> For Q3, does "LIMIT 1" make any difference?

No, I'm trying it now and it is taking several minutes at least.


> except different cardinality. Because ?var5 isn't used eslewhere, is
> that waht was meant here?


I'm also not too sure about the meaning of the queries in general, I'm just
using
a large dataset of anonymized queries.

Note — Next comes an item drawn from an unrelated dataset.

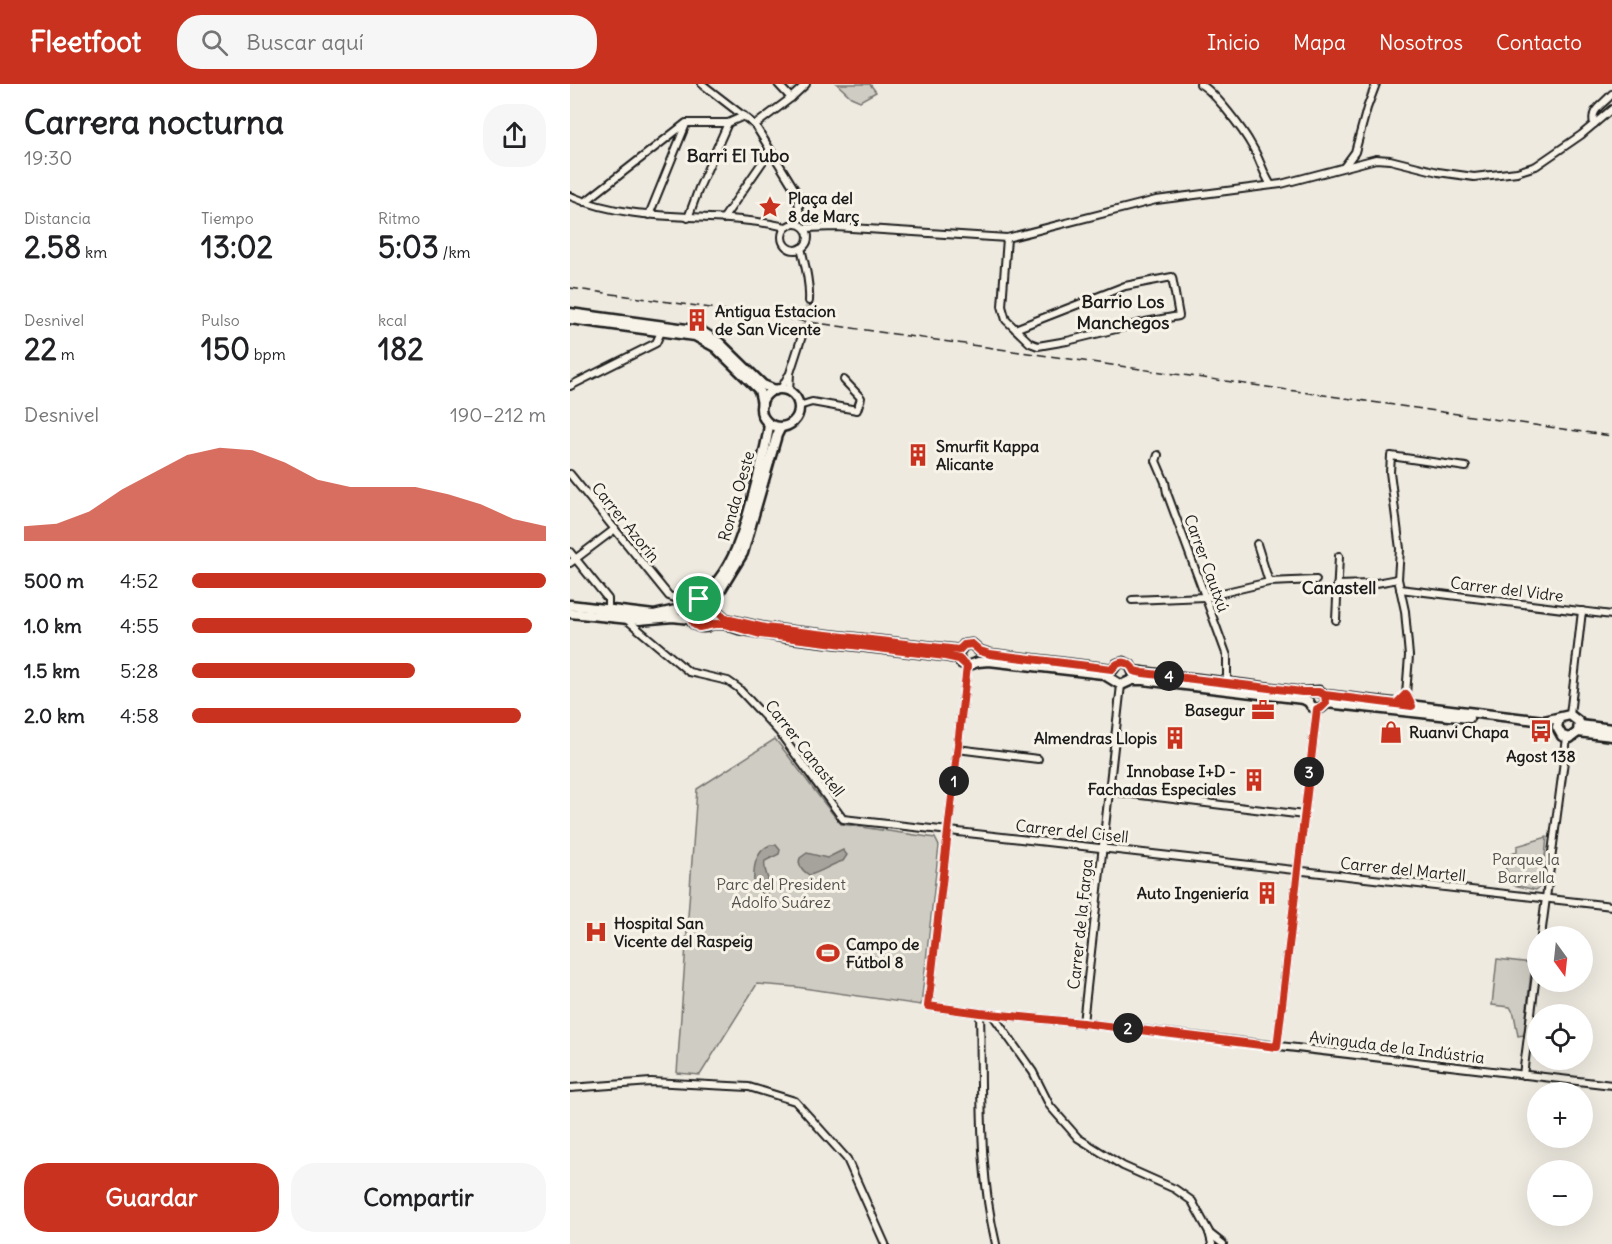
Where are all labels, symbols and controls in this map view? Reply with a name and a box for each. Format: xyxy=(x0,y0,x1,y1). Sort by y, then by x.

I took one of the
files from here https://iccl.inf.tu-dresden.de/web/Wikidata_SPARQL_Logs/en
(they say those are from Wikidata's users) and executed a script to filter
out some types of queries, the result of that is a file with 27 million
queries.
But to answer your question about this specific query, since this is
Wikidata,
what I'd do is to run the query on https://query.wikidata.org/, and infer
the meaning
of the variables, ?var1 is some person and P570 date of death, etc... and
from the filters it seems
that they want to find those who died in the last 30 days and were born
after 1954. ?var5
usage seems to indicate that they want to find those whose cause of death
is not
known (because it's an OPTIONAL and !BOUND would filter out those where
there is a cause of death).
In this case it is reasonable that I get no results because the dataset I'm
using is older than 30 days.
So yes, you are right, they are equivalent for this query and with NOT
EXISTS would
probably be faster. But still, what I'd like to have is a way to stop the
processing
after a few seconds consistently, independent of the query.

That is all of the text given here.